The red brick set of buildings, just off Sunset Boulevard, has been around for more than half a century. Built in 1951, it was one of a string of community centers that have been a hub of Jewish life in Los Angeles. Among its services was early child care for members and nonmembers alike.

All that changed in 2001, when the parent organization, the Jewish Community Centers of Greater Los Angeles, decided to sell several of its properties to cover an unexpected budget gap of more than $2 million. The cause of the deficit remains unclear, but it inspired activists in Silver Lake to launch a campaign to save their center. And then along came Bruno.

"He's been an angel for us," said Janie Schulman, a lawyer who led the fight to save the center.

By almost any measure, Bruno does not fit the standard mold of a cleric. Elected in 1999 to lead the 85,000 Episcopalians in six Southern California counties, Bruno was raised a Roman Catholic and married twice.

He has a degree in criminology from Cal State L.A. and a master of divinity degree from Virginia Theological Seminary.

He also spent several years helping manage a French restaurant after a brief pro football career that ended in 1966 because of injuries.

And he was a cop who spent 5 1/2 years on the beat until he killed a kidnapping suspect who was firing at his partner. A plaque given him by the Optimist Club for valor still hangs on his wall as a reminder of where he has been.

As a pastor, he managed to convince the diocese to move its headquarters to what was at the time one of Los Angeles' poorest areas, Echo Park, where he grew up.

And therein is the confluence of two different religions, as Bruno, in his earliest sermons as bishop, called for the church to be an "agent of healing and reconciliation" in such a diverse region.

Saving the community center has not been done without rancor. Some members of the center are perplexed that someone from another religion had to bail them out.

And perhaps the sorest point is that the center had to be bought back at all: The local Jewish community built it in the first place, after raising $50,000 to do so, then gave it to the parent organization.

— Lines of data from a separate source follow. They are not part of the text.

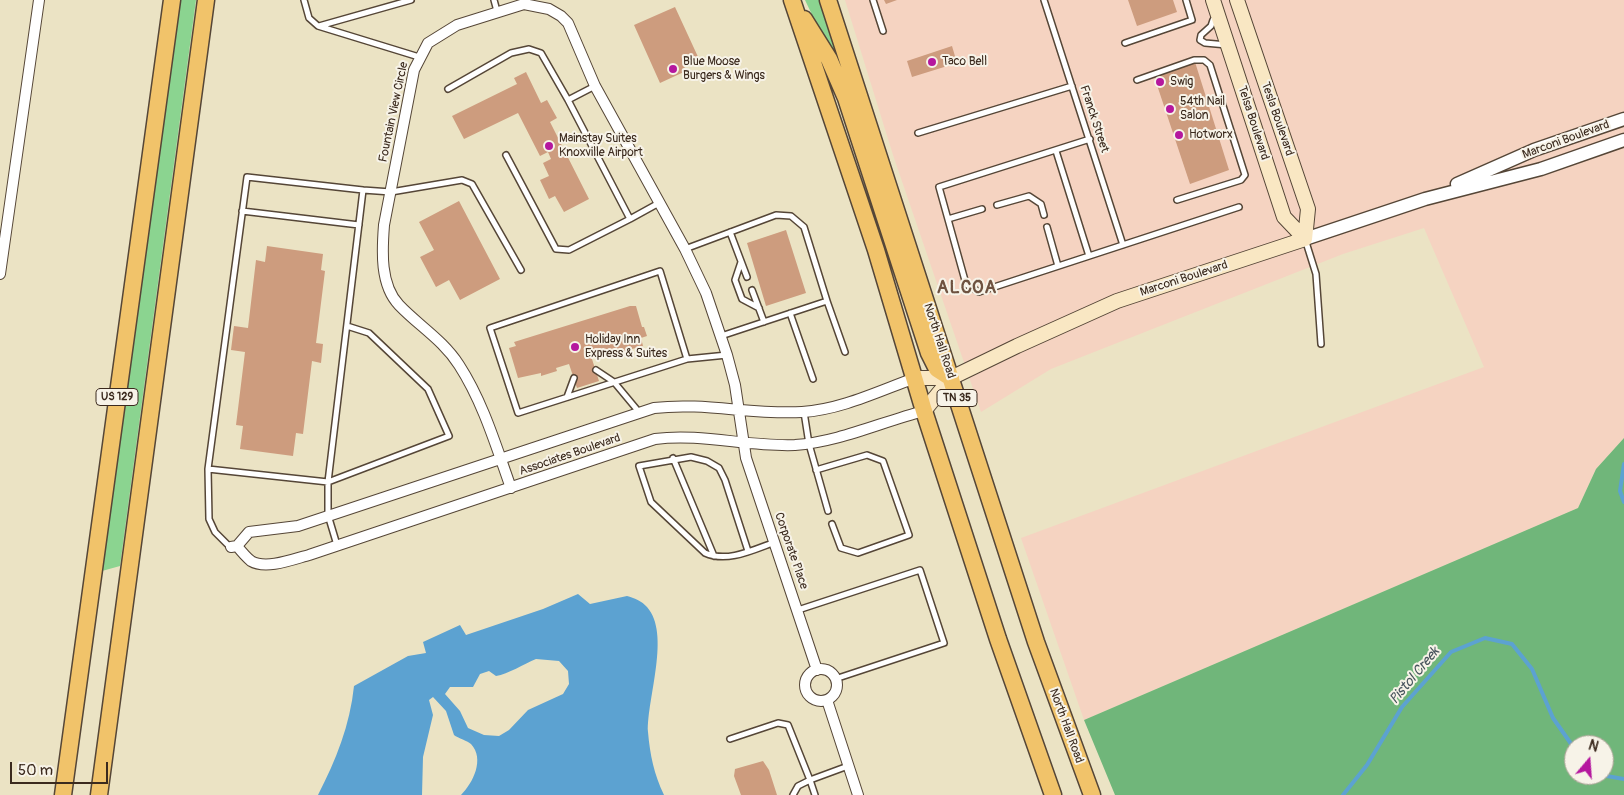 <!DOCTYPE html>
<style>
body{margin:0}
#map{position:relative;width:1624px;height:795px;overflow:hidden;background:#ebe3c4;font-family:Pangolin,sans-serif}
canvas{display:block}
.north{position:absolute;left:1564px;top:735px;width:50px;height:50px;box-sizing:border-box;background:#f7f3e8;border:1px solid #aca397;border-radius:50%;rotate:18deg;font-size:14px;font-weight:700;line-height:20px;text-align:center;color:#3b2a1e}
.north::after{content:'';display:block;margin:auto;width:18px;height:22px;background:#b5179e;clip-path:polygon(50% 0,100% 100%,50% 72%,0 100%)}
.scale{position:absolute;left:10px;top:762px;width:98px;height:22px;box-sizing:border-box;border:2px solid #3b2a1e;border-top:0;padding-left:6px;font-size:15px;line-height:18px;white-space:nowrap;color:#3b2a1e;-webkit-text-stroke:4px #f7f3e8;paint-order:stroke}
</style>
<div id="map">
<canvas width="1624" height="795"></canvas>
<div class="north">N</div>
<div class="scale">50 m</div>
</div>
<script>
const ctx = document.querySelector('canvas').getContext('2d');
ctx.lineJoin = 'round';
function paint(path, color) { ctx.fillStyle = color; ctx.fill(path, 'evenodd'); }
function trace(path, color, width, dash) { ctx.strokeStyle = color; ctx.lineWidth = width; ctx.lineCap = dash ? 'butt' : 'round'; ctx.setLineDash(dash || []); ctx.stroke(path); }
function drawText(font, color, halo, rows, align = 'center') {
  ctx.font = font + ' Pangolin,sans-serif'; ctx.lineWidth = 4; ctx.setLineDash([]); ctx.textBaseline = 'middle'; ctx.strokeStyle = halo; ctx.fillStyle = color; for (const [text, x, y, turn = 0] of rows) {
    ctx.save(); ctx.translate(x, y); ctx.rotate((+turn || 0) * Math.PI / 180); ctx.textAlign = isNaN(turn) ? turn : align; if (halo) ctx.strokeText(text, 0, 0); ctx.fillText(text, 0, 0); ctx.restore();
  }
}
const built = new Path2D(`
 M845 0H1624V438L1596 469 1578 508 1084 720 1021 538 1484 367 1424 228 1343 254 1051 369 981 412 893 155Z`);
const green = new Path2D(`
 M180 0H196L120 566 102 571Z
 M805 0H820L851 97Z`);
const forest = new Path2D(`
 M1624 438V795H1115L1084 720 1578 508 1596 469ZM1574 745H1604V775H1574Z`);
const water = new Path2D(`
 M578 594 590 604 627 596C634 598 642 601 647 607 671 634 647 698 648 732 650 755 654 774 664 795H461C473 783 485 759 471 744 468 741 458 738 454 735L446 711 433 697 429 700 433 715 423 757 422 795H318C336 760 350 725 354 686L408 656 426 653 423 642 460 625 466 635 543 609ZM536 659 559 661 568 671 569 684 563 694 528 710 509 730 499 736 484 735 468 728 460 711 445 694 450 687H473L480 674 489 671 496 676C508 674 524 664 536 659Z`);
const stream = new Path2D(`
 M1624 464 1620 491 1624 502
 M1601 775 1624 779
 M1343 795 1367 765 1402 707 1451 652 1485 638 1512 644 1532 669 1553 718 1574 748`);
const building = new Path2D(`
 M884 0H897L886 4Z
 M1128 0H1173L1177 12 1137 26Z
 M675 7 699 59 684 66 686 71 660 83 634 25Z
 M952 46 957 63 912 77 907 61Z
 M1195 62 1229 170 1190 184 1154 76Z
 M526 72 541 103 547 100 557 118 550 122 589 199 564 212 555 196 549 199 540 180 549 176 543 163 551 159 548 152 540 156 518 113 464 139 452 116 517 84 514 78Z
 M459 201 500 279 460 300 449 280 436 287 420 257 434 250 419 222Z
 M786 230 806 293 766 306 747 243Z
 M267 246 323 254 321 270 325 271 316 343 323 344 321 363 312 361 303 434 296 433 293 456 240 449 243 426 236 425 245 352 231 350 234 326 248 328 256 260 265 262Z
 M630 306H636L642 327H644L647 336 641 338 643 346 621 352V350L605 355 604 352 591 356 599 381 577 388 569 364 556 368 557 371 541 376V373L518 378 509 348 516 346 514 342Z
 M763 761 769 770 777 795H741L734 776 735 769Z`);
const service = new Path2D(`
 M304 0 309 18 318 26 419 57
 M494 0 497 11
 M873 0 883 31
 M1044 0 1123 245
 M1218 19 1213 20 1211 26 1201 35 1200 40 1205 43 1227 45
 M319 26 411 0
 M1125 43 1192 20 1186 0
 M1137 80 1194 60H1204L1210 65 1245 175 1241 180 1177 200
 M448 89 511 53 529 49 541 53 568 100 595 86
 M918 133 1072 86
 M1090 139 939 187 966 284 979 292 1239 207
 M1056 151 1089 256
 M506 155 556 249 569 250 630 219 568 100
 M997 205 1029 196 1041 204 1044 215
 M242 211 359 225
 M630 219 659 203
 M948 219 982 209
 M1047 227 1058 266
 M730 232 747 277
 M1305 239 1316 274 1321 344
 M685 249 776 215 791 216 804 227 827 301 721 336
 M741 262 735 280 742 299 759 308
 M752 290 764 322
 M827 301 845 352
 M790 313 813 379
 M347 326 369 333 428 389 449 436 328 482 208 469 247 177 363 190
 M687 359 518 413 490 328 660 271 687 359 727 355
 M596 370 614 382 639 412
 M567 397 574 378
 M804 412 809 444 828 511
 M673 458 714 556
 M208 469 209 519 215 532 230 547
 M816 470 867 455 883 461 909 535 858 553 841 548 832 524
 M337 545 328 515V482L363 190 391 192 462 180 472 184 521 270
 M748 551 725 480 719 468 707 461 691 457 639 466 651 502 705 553C727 563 753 550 775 542
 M798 610 920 570 944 643 835 679
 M730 739 778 723 788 725 810 780 848 766
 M793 795 798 786 810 780 815 795`);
const minor = new Path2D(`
 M0 274 39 0
 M511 488C496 446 483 402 459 365 443 340 419 326 399 305 380 285 382 251 384 225L414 70 428 43 457 25 524 4 549 9 561 16 568 23 595 86 685 249 706 293 727 355 735 385 746 458 817 670
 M237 546C241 551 246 557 251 561 266 570 294 559 309 555L655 439C702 433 748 447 795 445 839 442 881 422 924 411
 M231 547 237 546 249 532 298 526 654 408C704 402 752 415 802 412 840 410 879 391 915 378
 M805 685a16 16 0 1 1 32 0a16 16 0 1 1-32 0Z
 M827 700 858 795`);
const tertiary = new Path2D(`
 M1457 184 1534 150 1624 119
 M1305 239 1425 199 1541 169 1624 140`);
const secondary = new Path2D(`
 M1213 0 1284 217 1305 239
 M1237 0 1308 209 1305 239
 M915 378H951
 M924 411 951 378 1017 346 1117 301 1305 239`);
const primary = new Path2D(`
 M792 0 876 250 924 411 998 639 1053 795
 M828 0 1036 642 1092 795
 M804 19 829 59 846 98 929 353 937 369 951 378`);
const trunk = new Path2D(`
 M63 795 172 0
 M99 795 206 0`);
const markers = [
 [932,62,5,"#b5179e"],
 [673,69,5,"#b5179e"],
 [1160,82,5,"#b5179e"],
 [1170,109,5,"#b5179e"],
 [1179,135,5,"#b5179e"],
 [549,146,5,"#b5179e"],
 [575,347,5,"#b5179e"]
];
const shields = [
 [117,397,42],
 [957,398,40]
];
const shieldNames = [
 ["US 129",117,397],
 ["TN 35",957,398]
];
const poiNames = [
 ["Blue Moose",683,62],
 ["Burgers & Wings",683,76],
 ["Taco Bell",942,62],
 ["Swig",1170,82],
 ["54th Nail",1180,102],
 ["Salon",1180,116],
 ["Hotworx",1189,135],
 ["Mainstay Suites",559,139],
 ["Knoxville Airport",559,153],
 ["Holiday Inn",585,340],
 ["Express & Suites",585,354]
];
const streetNames = [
 ["Fountain View Circle",394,112,-78],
 ["Franck Street",1094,119,72],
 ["Tesla Boulevard",1277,119,71],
 ["Telsa Boulevard",1253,123,72],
 ["Marconi Boulevard",1566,140,-20],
 ["Marconi Boulevard",1184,279,-18],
 ["North Hall Road",939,341,72],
 ["Associates Boulevard",570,455,-19],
 ["Corporate Place",791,551,71],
 ["North Hall Road",1066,726,70]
];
const waterNames = [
 ["Pistol Creek",1415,676,-50]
];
const districtNames = [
 ["ALCOA",967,288]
];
paint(built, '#f5d3c1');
paint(green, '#8bd490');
paint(forest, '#70b67a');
paint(water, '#5ca2d1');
trace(stream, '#5ca2d1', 4);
paint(building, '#cd9c7e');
trace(service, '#554637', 8);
trace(minor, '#554637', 12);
trace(tertiary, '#554637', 15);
trace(secondary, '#554637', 16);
trace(primary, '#554637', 19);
trace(trunk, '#554637', 19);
trace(service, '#fff', 5);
trace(minor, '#fff', 10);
trace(tertiary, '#fff', 12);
trace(secondary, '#f9e7c3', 14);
trace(primary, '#f1c36a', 16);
trace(trunk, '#f1c36a', 16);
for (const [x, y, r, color] of markers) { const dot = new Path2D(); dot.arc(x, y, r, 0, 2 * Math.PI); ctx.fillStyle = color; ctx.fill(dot); trace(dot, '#f7f3e8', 2); }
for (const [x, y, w] of shields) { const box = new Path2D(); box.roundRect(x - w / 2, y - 8.5, w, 17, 4); ctx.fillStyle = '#f7f3e8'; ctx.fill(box); trace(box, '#3b2a1e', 1); }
drawText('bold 11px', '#3b2a1e', null, shieldNames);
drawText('12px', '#3b2a1e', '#f7f3e8', poiNames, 'left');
drawText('12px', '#3b2a1e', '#f7f3e8', streetNames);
drawText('italic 14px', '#47545d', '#f7f3e8', waterNames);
ctx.letterSpacing = '1px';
drawText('bold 18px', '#6e5240', '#f7f3e8', districtNames);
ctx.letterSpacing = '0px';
</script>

Some of the anger has been focused on the parent JCC group, but some is aimed at the Jewish Federation, a philanthropic organization that each year raises at least $50 million for causes within the Los Angeles community.

"I think it's a very complicated history," said Deborah Dragon, a spokeswoman for the federation.

"My sense is that we sat down with all the parties and tried to facilitate solutions," she said. "There's only so much that can be done."

The road to saving the center was not an easy one. In the summer of 2002, facing a shutdown, members of the community center turned it into a nonprofit organization. Student enrollment increased, as did the waiting list. New classes, including ballet, flamenco dancing and martial arts, were added. But in the end, the center could not generate enough revenue.

Schulman, who was on maternity leave, volunteered to head the drive to save the center.

"There were a number of false starts along the way, but our community really pulled together," she said.

Among those who heard about the plight of the community center was City Councilman Eric Garcetti, who represents the district and who attended the JCC as a child. He and his staffers formed a negotiating team that engaged in shuttle diplomacy among the various parties.

Schulman, meanwhile, convinced lawyers in her firm to work pro bono, sometimes to a point -- as she jokingly puts it -- that they would duck out of sight when they saw her coming. The Far East National Bank came through with some financial help.